Our Chief Trust Officer, Vikram Rao, shared, “Every company is facing the imperative to go digital, fast. But building a security posture to meet internet-scale levels of digital trust can be a major challenge. New standards like OCSF reduce complexity for security teams, empowering them to focus on more impactful work like threat analysis and attack prevention.”
The Test Run
The Salesforce Detection and Response Engineering team evaluated OCSF, both considering enforcing this schema on Salesforce-generated logs, and adapting our current approach to normalization to output logs with the OCSF defined schemas, rather than our custom defined schemas coming from the Events Data Dictionary.
In order to understand OCSF better, we first performed an exercise to transform and evaluate a hypothetical Salesforce Security Detection Event to OCSF format. Below are the screenshots of the event in our current DDI format vs OCSF format.
While working on this exercise and exploring the OCSF schema, we found interesting fields that we could potentially use; e.g. the remediation object, this field helps to link the knowledge base articles, the description that will be helpful to the analysts downstream while triaging incidents and help them take further actions.
We have jump started by working across internal teams and prototyping, evaluating transformation of our internal application logs sfdc_applog, eventually to be OCSF-compliant log producers. We look to be continued collaborators moving forward. If you want to collaborate and use this schema to standardize your logs, you can get started and fork the OCSF GitHub [here].
A Big Shout Out
The Open Cybersecurity Schema Framework project, intended to simplify data classification in a vendor-neutral framework to help security teams spend less time normalizing data and more time on defense, deserves a round of applause. The OCSF includes contributions from Cloudflare, CrowdStrike, DTEX, IBM Security, IronNet, JupiterOne, Okta, Palo Alto Networks, Rapid7, Salesforce, Securonix, Sumo Logic, Tanium, Trend Micro and Zscaler.
We at Salesforce are excited and have been early adopters of OCSF. These early exercises we performed to transform our top few logtype events to OCSF have been a great first step and helped onboard different internal teams to know the framework and its whereabouts.
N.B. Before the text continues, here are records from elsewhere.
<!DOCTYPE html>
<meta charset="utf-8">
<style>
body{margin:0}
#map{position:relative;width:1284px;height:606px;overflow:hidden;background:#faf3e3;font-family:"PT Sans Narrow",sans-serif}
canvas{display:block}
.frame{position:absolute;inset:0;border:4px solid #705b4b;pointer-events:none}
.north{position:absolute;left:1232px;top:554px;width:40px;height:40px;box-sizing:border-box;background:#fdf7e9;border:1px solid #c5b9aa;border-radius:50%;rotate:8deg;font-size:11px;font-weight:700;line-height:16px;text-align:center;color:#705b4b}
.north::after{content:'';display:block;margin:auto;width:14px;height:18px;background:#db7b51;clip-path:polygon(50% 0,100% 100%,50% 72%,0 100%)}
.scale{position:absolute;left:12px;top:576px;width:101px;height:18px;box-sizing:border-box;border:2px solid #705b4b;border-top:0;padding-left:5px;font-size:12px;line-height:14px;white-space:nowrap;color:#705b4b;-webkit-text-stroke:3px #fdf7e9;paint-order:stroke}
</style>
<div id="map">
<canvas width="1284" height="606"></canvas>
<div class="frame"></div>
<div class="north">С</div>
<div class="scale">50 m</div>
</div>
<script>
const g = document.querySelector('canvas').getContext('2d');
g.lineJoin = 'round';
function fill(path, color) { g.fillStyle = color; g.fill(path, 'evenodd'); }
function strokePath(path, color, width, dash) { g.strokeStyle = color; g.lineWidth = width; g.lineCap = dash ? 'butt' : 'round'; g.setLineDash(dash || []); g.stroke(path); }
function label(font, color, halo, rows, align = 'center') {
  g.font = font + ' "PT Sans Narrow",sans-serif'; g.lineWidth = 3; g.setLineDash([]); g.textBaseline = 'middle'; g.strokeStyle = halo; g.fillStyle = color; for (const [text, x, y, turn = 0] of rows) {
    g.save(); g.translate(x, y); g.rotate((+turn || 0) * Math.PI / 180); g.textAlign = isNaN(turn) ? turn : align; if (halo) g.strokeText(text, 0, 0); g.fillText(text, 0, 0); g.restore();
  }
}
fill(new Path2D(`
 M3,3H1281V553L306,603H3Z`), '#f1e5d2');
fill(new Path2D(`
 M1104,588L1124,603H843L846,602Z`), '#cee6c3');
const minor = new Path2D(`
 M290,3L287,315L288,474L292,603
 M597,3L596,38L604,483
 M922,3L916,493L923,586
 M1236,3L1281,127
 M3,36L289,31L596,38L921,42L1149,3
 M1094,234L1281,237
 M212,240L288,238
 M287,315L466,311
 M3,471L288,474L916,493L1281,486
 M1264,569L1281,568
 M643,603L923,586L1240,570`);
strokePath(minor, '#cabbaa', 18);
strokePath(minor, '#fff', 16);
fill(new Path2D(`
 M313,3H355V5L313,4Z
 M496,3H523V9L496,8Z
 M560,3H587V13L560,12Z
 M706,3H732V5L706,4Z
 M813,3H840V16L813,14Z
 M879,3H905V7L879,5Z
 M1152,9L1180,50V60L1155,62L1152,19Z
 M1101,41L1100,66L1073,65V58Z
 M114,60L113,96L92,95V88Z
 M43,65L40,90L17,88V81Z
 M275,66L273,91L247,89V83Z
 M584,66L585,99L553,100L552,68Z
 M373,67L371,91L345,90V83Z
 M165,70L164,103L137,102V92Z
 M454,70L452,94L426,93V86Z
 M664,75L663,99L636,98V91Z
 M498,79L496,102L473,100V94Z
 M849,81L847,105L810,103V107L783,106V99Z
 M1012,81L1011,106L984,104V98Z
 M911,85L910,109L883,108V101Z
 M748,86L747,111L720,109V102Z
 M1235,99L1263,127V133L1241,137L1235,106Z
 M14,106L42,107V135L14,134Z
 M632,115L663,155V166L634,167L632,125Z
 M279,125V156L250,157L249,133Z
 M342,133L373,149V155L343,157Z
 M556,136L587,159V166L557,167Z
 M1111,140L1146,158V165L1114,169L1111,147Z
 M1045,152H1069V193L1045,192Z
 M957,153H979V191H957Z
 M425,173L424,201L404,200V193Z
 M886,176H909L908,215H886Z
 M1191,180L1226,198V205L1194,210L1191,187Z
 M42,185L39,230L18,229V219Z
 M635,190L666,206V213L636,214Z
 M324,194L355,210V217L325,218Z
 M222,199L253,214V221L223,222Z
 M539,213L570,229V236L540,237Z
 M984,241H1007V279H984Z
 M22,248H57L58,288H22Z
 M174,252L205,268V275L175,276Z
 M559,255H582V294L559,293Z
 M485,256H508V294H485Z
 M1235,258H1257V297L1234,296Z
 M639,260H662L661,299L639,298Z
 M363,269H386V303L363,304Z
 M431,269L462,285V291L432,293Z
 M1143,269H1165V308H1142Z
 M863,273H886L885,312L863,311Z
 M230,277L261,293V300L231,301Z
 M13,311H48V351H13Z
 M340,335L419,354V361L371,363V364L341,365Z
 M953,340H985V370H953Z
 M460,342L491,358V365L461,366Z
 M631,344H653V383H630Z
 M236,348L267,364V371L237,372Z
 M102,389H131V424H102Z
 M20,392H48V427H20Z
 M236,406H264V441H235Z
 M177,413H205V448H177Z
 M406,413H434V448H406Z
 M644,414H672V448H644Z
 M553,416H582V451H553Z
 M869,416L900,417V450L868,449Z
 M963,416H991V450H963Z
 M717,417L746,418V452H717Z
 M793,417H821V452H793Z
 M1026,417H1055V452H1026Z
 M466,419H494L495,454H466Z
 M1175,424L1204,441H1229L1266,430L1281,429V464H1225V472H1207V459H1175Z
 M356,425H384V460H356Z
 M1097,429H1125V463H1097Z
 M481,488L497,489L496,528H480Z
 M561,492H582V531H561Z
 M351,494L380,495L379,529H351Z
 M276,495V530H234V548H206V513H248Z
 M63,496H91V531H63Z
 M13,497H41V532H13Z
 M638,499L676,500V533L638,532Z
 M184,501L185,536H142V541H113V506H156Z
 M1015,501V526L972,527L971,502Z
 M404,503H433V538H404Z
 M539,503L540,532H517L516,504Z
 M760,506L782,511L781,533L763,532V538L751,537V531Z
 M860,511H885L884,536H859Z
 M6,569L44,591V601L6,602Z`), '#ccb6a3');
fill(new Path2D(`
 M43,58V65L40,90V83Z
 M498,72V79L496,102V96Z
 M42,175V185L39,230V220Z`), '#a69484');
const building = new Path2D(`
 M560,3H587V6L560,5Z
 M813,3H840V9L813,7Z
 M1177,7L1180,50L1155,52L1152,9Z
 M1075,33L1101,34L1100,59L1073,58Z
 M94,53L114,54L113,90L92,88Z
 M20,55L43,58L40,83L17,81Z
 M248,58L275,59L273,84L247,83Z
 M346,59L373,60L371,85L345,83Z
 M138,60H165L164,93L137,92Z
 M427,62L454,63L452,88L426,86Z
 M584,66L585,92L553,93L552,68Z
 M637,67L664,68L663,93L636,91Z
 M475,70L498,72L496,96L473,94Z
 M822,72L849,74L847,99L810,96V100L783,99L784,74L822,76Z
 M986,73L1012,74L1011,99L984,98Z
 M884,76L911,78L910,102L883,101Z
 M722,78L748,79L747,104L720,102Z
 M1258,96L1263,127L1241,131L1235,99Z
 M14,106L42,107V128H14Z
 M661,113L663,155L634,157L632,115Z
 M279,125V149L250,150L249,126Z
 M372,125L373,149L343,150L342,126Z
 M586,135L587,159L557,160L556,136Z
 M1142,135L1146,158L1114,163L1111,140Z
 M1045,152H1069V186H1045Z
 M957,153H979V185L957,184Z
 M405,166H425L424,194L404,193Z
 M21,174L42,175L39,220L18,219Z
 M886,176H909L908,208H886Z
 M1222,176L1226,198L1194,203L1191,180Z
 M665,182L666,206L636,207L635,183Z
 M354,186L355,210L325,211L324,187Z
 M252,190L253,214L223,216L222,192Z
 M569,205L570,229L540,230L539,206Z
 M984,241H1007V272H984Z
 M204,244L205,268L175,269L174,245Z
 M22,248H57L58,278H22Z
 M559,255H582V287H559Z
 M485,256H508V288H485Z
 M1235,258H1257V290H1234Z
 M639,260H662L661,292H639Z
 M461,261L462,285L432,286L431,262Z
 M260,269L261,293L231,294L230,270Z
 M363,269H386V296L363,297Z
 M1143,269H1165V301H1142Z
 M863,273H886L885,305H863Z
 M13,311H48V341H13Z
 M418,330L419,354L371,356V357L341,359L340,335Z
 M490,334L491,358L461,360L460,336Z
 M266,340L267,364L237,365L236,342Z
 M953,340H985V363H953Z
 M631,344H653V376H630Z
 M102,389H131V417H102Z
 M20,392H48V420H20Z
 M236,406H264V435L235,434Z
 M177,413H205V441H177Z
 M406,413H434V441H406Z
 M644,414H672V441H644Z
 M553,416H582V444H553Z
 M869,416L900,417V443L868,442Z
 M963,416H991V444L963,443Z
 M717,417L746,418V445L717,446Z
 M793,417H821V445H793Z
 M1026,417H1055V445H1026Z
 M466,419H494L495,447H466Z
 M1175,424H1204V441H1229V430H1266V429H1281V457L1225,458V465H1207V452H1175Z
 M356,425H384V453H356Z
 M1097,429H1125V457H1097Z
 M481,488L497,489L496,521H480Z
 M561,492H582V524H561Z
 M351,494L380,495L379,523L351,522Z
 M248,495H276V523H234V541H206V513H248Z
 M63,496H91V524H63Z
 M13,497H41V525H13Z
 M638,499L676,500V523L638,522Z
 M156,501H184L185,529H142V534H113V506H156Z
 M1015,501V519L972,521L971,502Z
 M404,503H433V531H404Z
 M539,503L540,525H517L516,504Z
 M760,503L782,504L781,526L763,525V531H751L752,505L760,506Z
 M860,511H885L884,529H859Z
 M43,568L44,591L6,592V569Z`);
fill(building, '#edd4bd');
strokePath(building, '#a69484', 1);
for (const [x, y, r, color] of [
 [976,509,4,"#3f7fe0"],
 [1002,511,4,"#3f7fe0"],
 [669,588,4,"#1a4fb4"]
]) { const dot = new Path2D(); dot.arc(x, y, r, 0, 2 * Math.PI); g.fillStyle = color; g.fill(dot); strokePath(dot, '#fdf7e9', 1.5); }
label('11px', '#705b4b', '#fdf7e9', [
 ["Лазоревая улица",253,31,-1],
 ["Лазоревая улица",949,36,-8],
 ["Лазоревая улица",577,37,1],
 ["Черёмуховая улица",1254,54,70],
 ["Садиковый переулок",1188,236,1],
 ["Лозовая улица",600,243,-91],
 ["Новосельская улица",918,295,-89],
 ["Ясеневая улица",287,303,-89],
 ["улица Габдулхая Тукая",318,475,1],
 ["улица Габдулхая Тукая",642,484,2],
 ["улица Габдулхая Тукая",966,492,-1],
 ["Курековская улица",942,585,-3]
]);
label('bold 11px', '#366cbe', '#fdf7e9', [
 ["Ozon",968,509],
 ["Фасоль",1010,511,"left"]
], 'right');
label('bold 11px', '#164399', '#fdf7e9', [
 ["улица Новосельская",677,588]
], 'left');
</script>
Given OCSF is the open standard and collaborative effort across the security industry, with multiple stakeholders adopting the standard, and helping it evolve, it has the potential to democratize security data lakes in all organizations.
Finally, in order for OCSF to have the most impact, we need cloud providers and security vendors to align and provide logs in OCSF schema. If you're in this space, please help break down boundaries and make this a standard in the security community!